Lidar Panoptic Segmentation and Tracking without Bells and Whistles
Abhinav Agarwalla 1,2 Xuhua Huang 1,3 Jason Ziglar 2 Francesco Ferroni 2 Laura Leal-Taixé 4 James Hays 5 Aljoša Ošep 1 Deva Ramanan 1, 2
Carnegie Mellon University 1
ArgoAI 2
Meta AI 3
TU Munich 4
Georgia Tech 5
* work done while at CMU and Argo, now at Neural Magic
IROS 2023 CMU Argo Meta TUM Georgia Tech



Abstract
State-of-the-art lidar panoptic segmentation (LPS) methods follow ``bottom-up" segmentation-centric fashion wherein they build upon semantic segmentation networks by utilizing clustering to obtain object instances. In this paper, we re-think this approach and propose a surprisingly simple yet effective detection-centric network for both LPS and tracking.

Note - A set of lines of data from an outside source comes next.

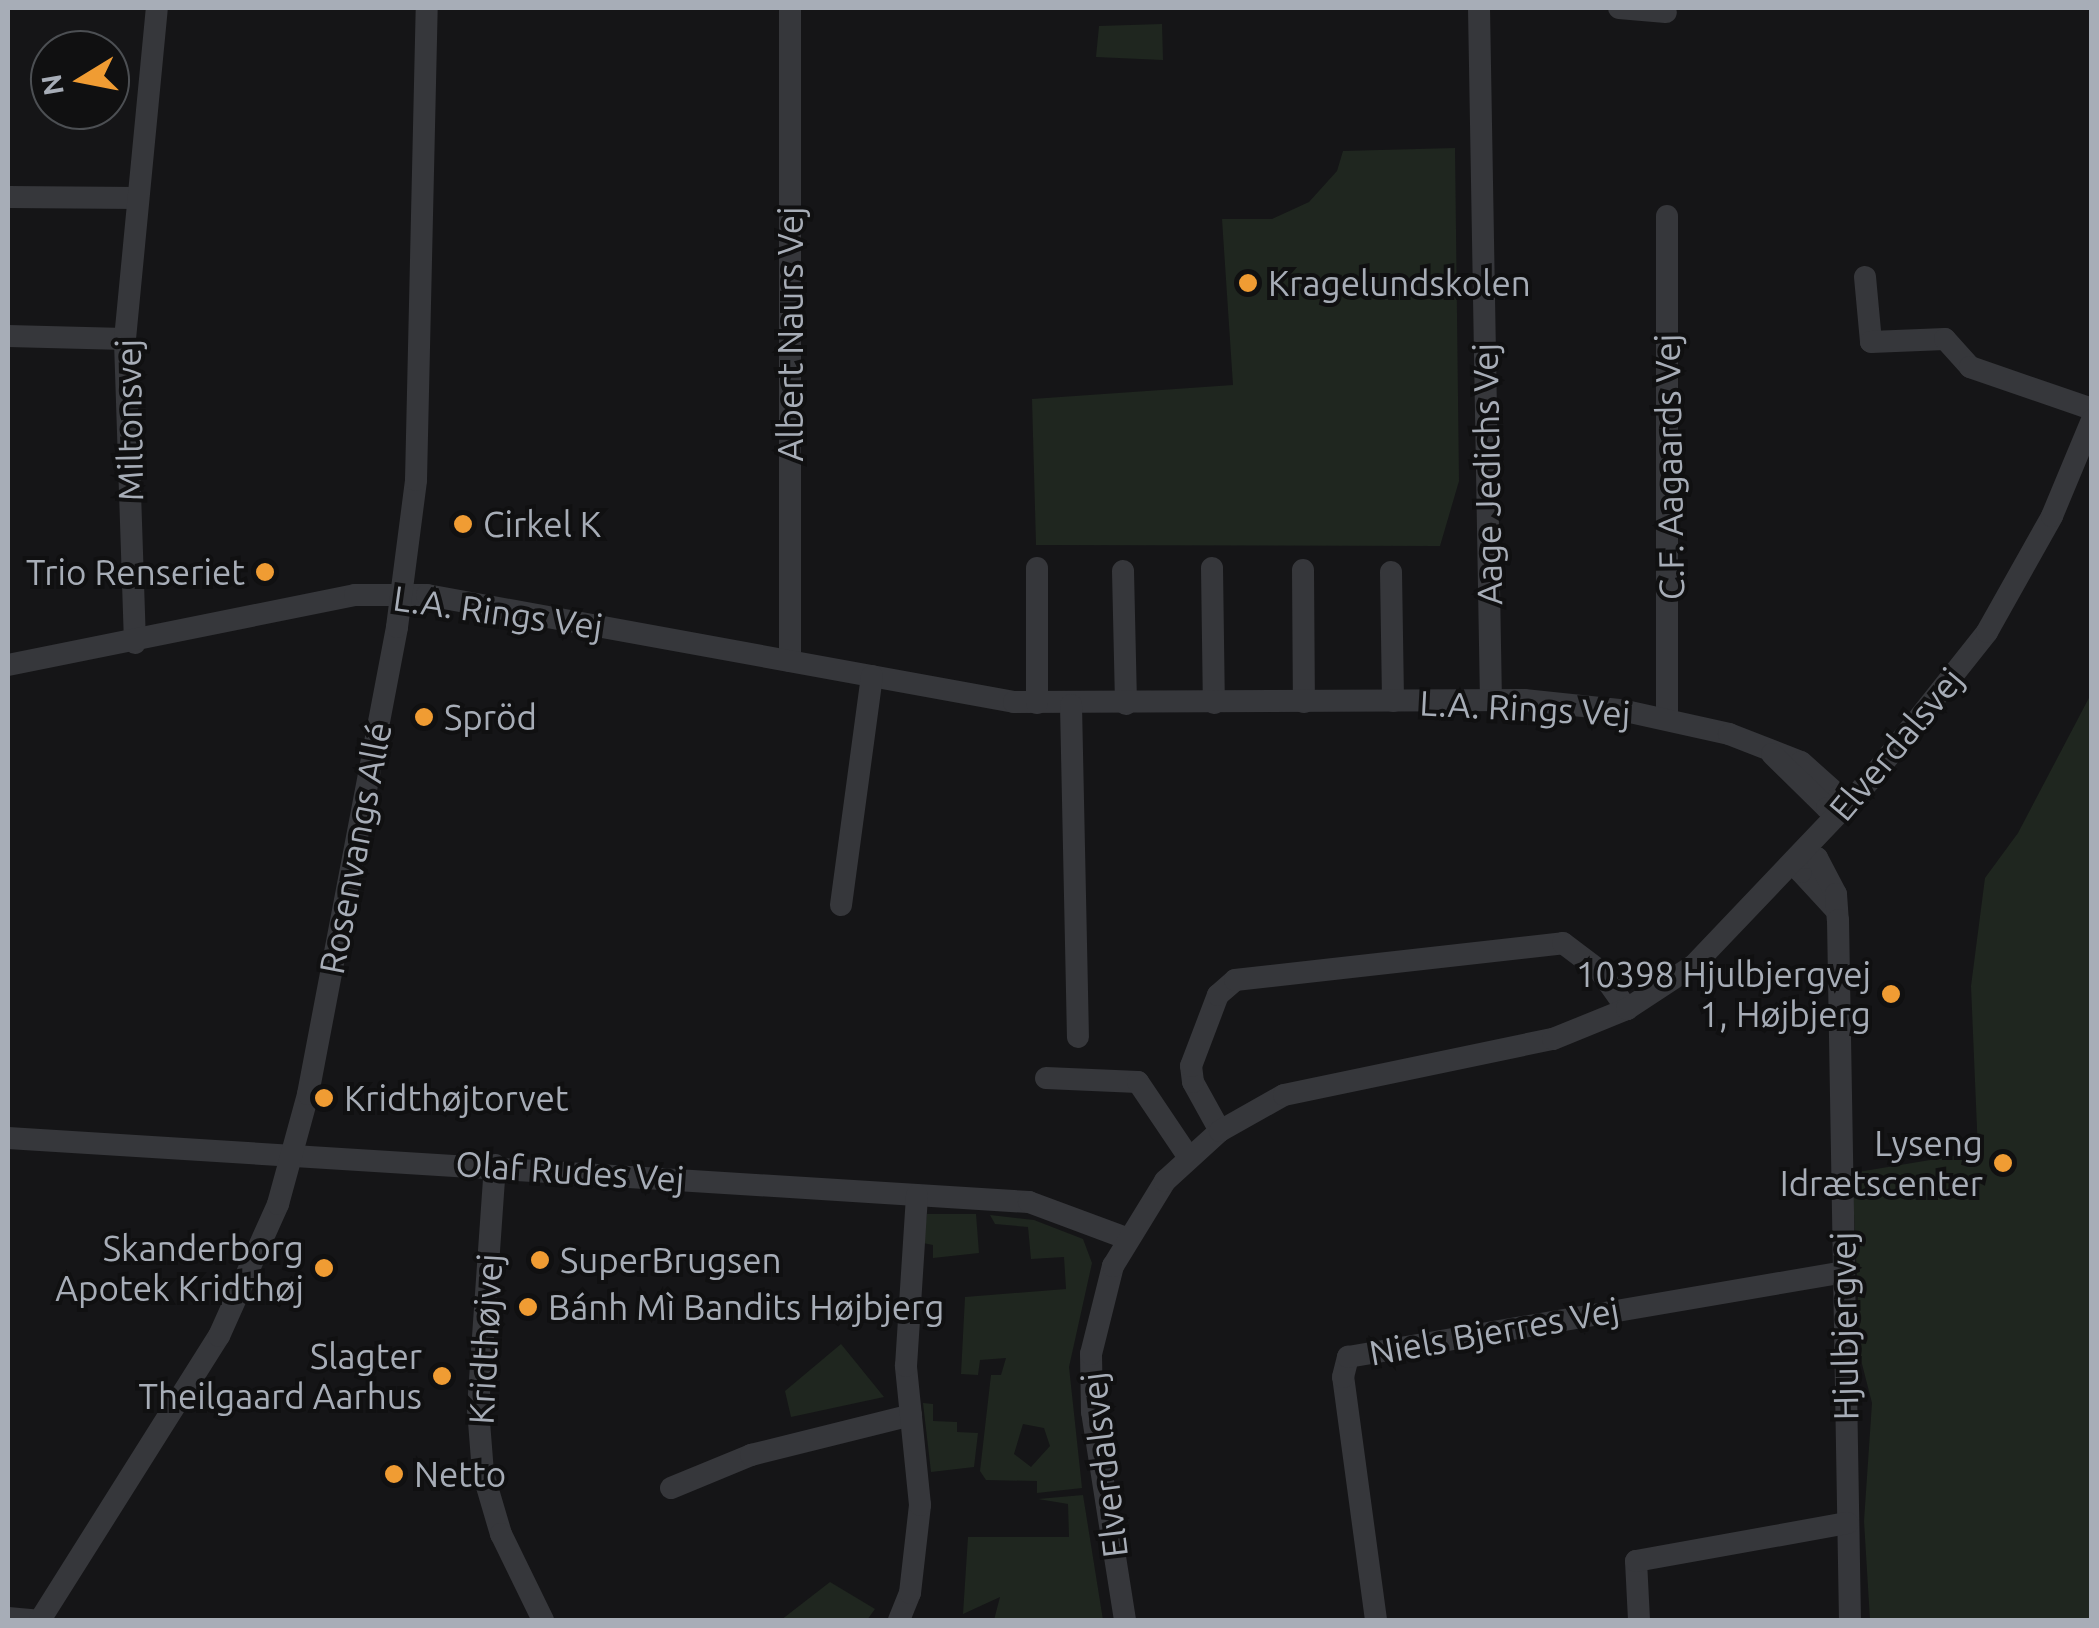 <!DOCTYPE html>
<html>
<head>
<meta charset="utf-8">
<style>
  body { margin:0 }
  #map { position:relative; width:2099px; height:1628px; overflow:hidden; background:#151517; font-family:Ubuntu,sans-serif }
  div>[style] { position:absolute }
  .green>* { inset:0; background:#1f261f }
  .minor>* { height:22px; margin:-11px; padding:0 11px; transform-origin:11px; border-radius:11px; background:#36373b }
  .dots>* { width:28px; height:28px; translate:-50% -50%; box-sizing:border-box; border:5px solid #101011; border-radius:50% }
  span { translate:-50% -50%; white-space:nowrap; text-align:center; line-height:1.15; -webkit-text-stroke:8px #101011; paint-order:stroke }
  .poi-label { font-size:35px; color:#a7adb7 }
  .left { translate:0 -50%; text-align:left }
  .right { translate:-100% -50%; text-align:right }
  .street-label { font-size:35px; color:#a7adb7 }
  .frame { position:absolute; inset:0; border:10px solid #a7adb7; pointer-events:none }
  .north { position:absolute; left:30px; top:30px; width:100px; height:100px; box-sizing:border-box; background:#101011; border:2px solid #4c4f53; border-radius:50%; rotate:260deg; font-size:28px; font-weight:700; line-height:40px; text-align:center; color:#a7adb7 }
  .north::after { content:''; display:block; margin:auto; width:35px; height:45px; background:#f09c33; clip-path:polygon(50% 0,100% 100%,50% 72%,0 100%) }
</style>
</head>
<body>
<div id="map">
  <div class="green">
    <div style="clip-path:polygon(1162px 24px,1163px 60px,1096px 57px,1099px 26px)"></div>
    <div style="clip-path:polygon(1455px 148px,1459px 481px,1440px 546px,1036px 545px,1032px 399px,1233px 385px,1222px 219px,1272px 219px,1309px 202px,1337px 171px,1343px 151px)"></div>
    <div style="clip-path:polygon(2091px 694px,2091px 1620px,1870px 1620px,1864px 1521px,1872px 1403px,1861px 1360px,1852px 1173px,1978px 1152px,1971px 986px,1985px 878px,2018px 833px)"></div>
    <div style="clip-path:polygon(927px 1214px,976px 1214px,979px 1253px,933px 1258px,933px 1245px,923px 1243px)"></div>
    <div style="clip-path:polygon(evenodd,990px 1215px,1034px 1220px,1083px 1239px,1092px 1263px,1069px 1367px,1082px 1488px,1037px 1493px,1037px 1481px,986px 1480px,980px 1471px,991px 1375px,1001px 1375px,1006px 1358px,980px 1360px,978px 1375px,961px 1374px,965px 1297px,1066px 1289px,1064px 1257px,1031px 1259px,1028px 1227px,995px 1224px,990px 1215px,1023px 1424px,1044px 1428px,1050px 1446px,1031px 1467px,1014px 1454px,1023px 1424px)"></div>
    <div style="clip-path:polygon(841px 1344px,884px 1397px,791px 1417px,785px 1391px)"></div>
    <div style="clip-path:polygon(923px 1403px,933px 1404px,933px 1421px,957px 1422px,957px 1432px,978px 1433px,974px 1467px,931px 1472px)"></div>
    <div style="clip-path:polygon(1083px 1495px,1103px 1620px,994px 1620px,1000px 1597px,963px 1614px,968px 1537px,1069px 1537px,1068px 1504px,1038px 1499px)"></div>
    <div style="clip-path:polygon(830px 1582px,875px 1609px,867px 1620px,781px 1620px)"></div>
  </div>
  <div class="minor">
    <div style="left:790px;top:8px;width:653px;rotate:90deg"></div>
    <div style="left:1479px;top:8px;width:693px;rotate:89.01deg"></div>
    <div style="left:1619px;top:8px;width:47px;rotate:4.9deg"></div>
    <div style="left:8px;top:197px;width:130px;rotate:0.4deg"></div>
    <div style="left:1667px;top:216px;width:502px;rotate:90deg"></div>
    <div style="left:1865px;top:277px;width:65px;rotate:84.7deg"></div>
    <div style="left:1871px;top:342px;width:74px;rotate:-2.3deg"></div>
    <div style="left:1945px;top:339px;width:38px;rotate:48deg"></div>
    <div style="left:1970px;top:367px;width:129px;rotate:19deg"></div>
    <div style="left:8px;top:336px;width:117px;rotate:1.5deg"></div>
    <div style="left:1212px;top:568px;width:135px;rotate:89.2deg"></div>
    <div style="left:1303px;top:570px;width:132px;rotate:89.6deg"></div>
    <div style="left:1123px;top:571px;width:133px;rotate:88.7deg"></div>
    <div style="left:1391px;top:572px;width:129px;rotate:89.1deg"></div>
    <div style="left:135px;top:643px;width:304px;rotate:-91.9deg"></div>
    <div style="left:125px;top:339px;width:333px;rotate:-84.5deg"></div>
    <div style="left:8px;top:665px;width:354px;rotate:-11.4deg"></div>
    <div style="left:355px;top:595px;width:72px"></div>
    <div style="left:427px;top:595px;width:597px;rotate:10.33deg"></div>
    <div style="left:1014px;top:702px;width:510px;rotate:-0.22deg"></div>
    <div style="left:1524px;top:700px;width:98px;rotate:5.9deg"></div>
    <div style="left:1621px;top:710px;width:111px;rotate:12.5deg"></div>
    <div style="left:1729px;top:734px;width:77px;rotate:21.3deg"></div>
    <div style="left:1801px;top:762px;width:51px;rotate:41.8deg"></div>
    <div style="left:1839px;top:796px;width:14px;rotate:73deg"></div>
    <div style="left:1037px;top:703px;width:135px;rotate:-90deg"></div>
    <div style="left:1071px;top:705px;width:332px;rotate:88.8deg"></div>
    <div style="left:1772px;top:754px;width:77px;rotate:44.5deg"></div>
    <div style="left:1827px;top:808px;width:16px;rotate:4deg"></div>
    <div style="left:841px;top:905px;width:231px;rotate:-82.3deg"></div>
    <div style="left:1837px;top:911px;width:53px;rotate:-132.7deg"></div>
    <div style="left:1801px;top:872px;width:15px;rotate:-94deg"></div>
    <div style="left:1800px;top:857px;width:17px;rotate:3deg"></div>
    <div style="left:1817px;top:858px;width:41px;rotate:62.2deg"></div>
    <div style="left:1836px;top:894px;width:26px;rotate:86deg"></div>
    <div style="left:1838px;top:920px;width:700px;rotate:89.02deg"></div>
    <div style="left:1046px;top:1078px;width:92px;rotate:2.5deg"></div>
    <div style="left:1138px;top:1082px;width:89px;rotate:56deg"></div>
    <div style="left:1220px;top:1131px;width:56px;rotate:-118.9deg"></div>
    <div style="left:1193px;top:1082px;width:16px;rotate:-97deg"></div>
    <div style="left:1191px;top:1066px;width:76px;rotate:-69.2deg"></div>
    <div style="left:1218px;top:995px;width:23px;rotate:-41deg"></div>
    <div style="left:1235px;top:980px;width:330px;rotate:-6.4deg"></div>
    <div style="left:1563px;top:943px;width:46px;rotate:37.1deg"></div>
    <div style="left:1600px;top:971px;width:47px;rotate:54.6deg"></div>
    <div style="left:8px;top:1138px;width:1023px;rotate:3.59deg"></div>
    <div style="left:1029px;top:1202px;width:103px;rotate:20.4deg"></div>
    <div style="left:495px;top:1165px;width:245px;rotate:94deg"></div>
    <div style="left:478px;top:1409px;width:64px;rotate:85.5deg"></div>
    <div style="left:483px;top:1473px;width:64px;rotate:73.6deg"></div>
    <div style="left:501px;top:1534px;width:96px;rotate:64deg"></div>
    <div style="left:671px;top:1488px;width:87px;rotate:-22.4deg"></div>
    <div style="left:751px;top:1455px;width:165px;rotate:-14deg"></div>
    <div style="left:8px;top:1618px;width:25px;rotate:5deg"></div>
    <div style="left:40px;top:1620px;width:336px;rotate:-57.8deg"></div>
    <div style="left:219px;top:1336px;width:145px;rotate:-65.9deg"></div>
    <div style="left:278px;top:1204px;width:114px;rotate:-74.7deg"></div>
    <div style="left:308px;top:1094px;width:475px;rotate:-79.2deg"></div>
    <div style="left:397px;top:627px;width:148px;rotate:-82.6deg"></div>
    <div style="left:416px;top:480px;width:472px;rotate:-88.7deg"></div>
    <div style="left:899px;top:1620px;width:29px;rotate:-68deg"></div>
    <div style="left:910px;top:1593px;width:89px;rotate:-83.5deg"></div>
    <div style="left:920px;top:1505px;width:140px;rotate:-95.8deg"></div>
    <div style="left:906px;top:1366px;width:171px;rotate:-86.3deg"></div>
    <div style="left:1125px;top:1620px;width:211px;rotate:-99deg"></div>
    <div style="left:1092px;top:1412px;width:58px;rotate:-91deg"></div>
    <div style="left:1091px;top:1354px;width:91px;rotate:-76deg"></div>
    <div style="left:1113px;top:1266px;width:100px;rotate:-58.5deg"></div>
    <div style="left:1165px;top:1181px;width:74px;rotate:-42.3deg"></div>
    <div style="left:1220px;top:1131px;width:73px;rotate:-29.4deg"></div>
    <div style="left:1284px;top:1095px;width:275px;rotate:-11.8deg"></div>
    <div style="left:1553px;top:1039px;width:80px;rotate:-22.1deg"></div>
    <div style="left:1627px;top:1009px;width:80px;rotate:-33.3deg"></div>
    <div style="left:1694px;top:965px;width:254px;rotate:-46.4deg"></div>
    <div style="left:1869px;top:781px;width:190px;rotate:-51.6deg"></div>
    <div style="left:1987px;top:632px;width:133px;rotate:-60.7deg"></div>
    <div style="left:2052px;top:516px;width:104px;rotate:-67.4deg"></div>
    <div style="left:1376px;top:1620px;width:245px;rotate:-97.7deg"></div>
    <div style="left:1343px;top:1377px;width:21px;rotate:-76deg"></div>
    <div style="left:1348px;top:1357px;width:503px;rotate:-9.72deg"></div>
    <div style="left:1639px;top:1620px;width:59px;rotate:-92.9deg"></div>
    <div style="left:1636px;top:1561px;width:215px;rotate:-10.2deg"></div>
  </div>
  <div class="dots">
    <div style="left:1248px;top:283px;background:#f09c33"></div>
    <div style="left:463px;top:524px;background:#f09c33"></div>
    <div style="left:265px;top:572px;background:#f09c33"></div>
    <div style="left:424px;top:717px;background:#f09c33"></div>
    <div style="left:1891px;top:994px;background:#f09c33"></div>
    <div style="left:324px;top:1098px;background:#f09c33"></div>
    <div style="left:2003px;top:1163px;background:#f09c33"></div>
    <div style="left:540px;top:1260px;background:#f09c33"></div>
    <div style="left:324px;top:1268px;background:#f09c33"></div>
    <div style="left:528px;top:1307px;background:#f09c33"></div>
    <div style="left:442px;top:1376px;background:#f09c33"></div>
    <div style="left:394px;top:1474px;background:#f09c33"></div>
  </div>
  <div class="poi-label">
    <span class="left" style="left:1268px;top:283px">Kragelundskolen</span>
    <span class="left" style="left:483px;top:524px">Cirkel K</span>
    <span class="right" style="left:245px;top:572px">Trio Renseriet</span>
    <span class="left" style="left:444px;top:717px">Spröd</span>
    <span class="right" style="left:1871px;top:994px">10398 Hjulbjergvej<br>1, Højbjerg</span>
    <span class="left" style="left:344px;top:1098px">Kridthøjtorvet</span>
    <span class="right" style="left:1983px;top:1163px">Lyseng<br>Idrætscenter</span>
    <span class="right" style="left:304px;top:1268px">Skanderborg<br>Apotek Kridthøj</span>
    <span class="left" style="left:560px;top:1260px">SuperBrugsen</span>
    <span class="left" style="left:548px;top:1307px">Bánh Mì Bandits Højbjerg</span>
    <span class="right" style="left:422px;top:1376px">Slagter<br>Theilgaard Aarhus</span>
    <span class="left" style="left:414px;top:1474px">Netto</span>
  </div>
  <div class="street-label">
    <span style="left:790px;top:334px;rotate:-90deg">Albert Naurs Vej</span>
    <span style="left:129px;top:420px;rotate:-91deg">Miltonsvej</span>
    <span style="left:1669px;top:467px;rotate:-91deg">C.F. Aagaards Vej</span>
    <span style="left:1487px;top:474px;rotate:-91deg">Aage Jedichs Vej</span>
    <span style="left:498px;top:612px;rotate:8deg">L.A. Rings Vej</span>
    <span style="left:1525px;top:708px;rotate:3deg">L.A. Rings Vej</span>
    <span style="left:1896px;top:744px;rotate:-50deg">Elverdalsvej</span>
    <span style="left:355px;top:848px;rotate:-79deg">Rosenvangs Allé</span>
    <span style="left:570px;top:1171px;rotate:4deg">Olaf Rudes Vej</span>
    <span style="left:1844px;top:1326px;rotate:-91deg">Hjulbjergvej</span>
    <span style="left:1494px;top:1331px;rotate:-10deg">Niels Bjerres Vej</span>
    <span style="left:485px;top:1339px;rotate:-87deg">Kridthøjvej</span>
    <span style="left:1104px;top:1465px;rotate:-97deg">Elverdalsvej</span>
  </div>
  <div class="frame"></div>
  <div class="north">N</div>
</div>
</body>
</html>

Our network is modular by design and optimized for all aspects of both the panoptic segmentation and tracking task. One of the core components of our network is the object instance detection branch, which we train using point-level (modal) annotations, as available in segmentation-centric datasets. In the absence of amodal (cuboid) annotations, we regress modal centroids and object extent using trajectory-level supervision that provides information about object size, which cannot be inferred from single scans due to occlusions and the sparse nature of the lidar data. We obtain fine-grained instance segments by learning to associate lidar points with detected centroids. We evaluate our method on several 3D/4D LPS benchmarks and observe that our model establishes a new state-of-the-art among open-sourced models, outperforming recent query-based models.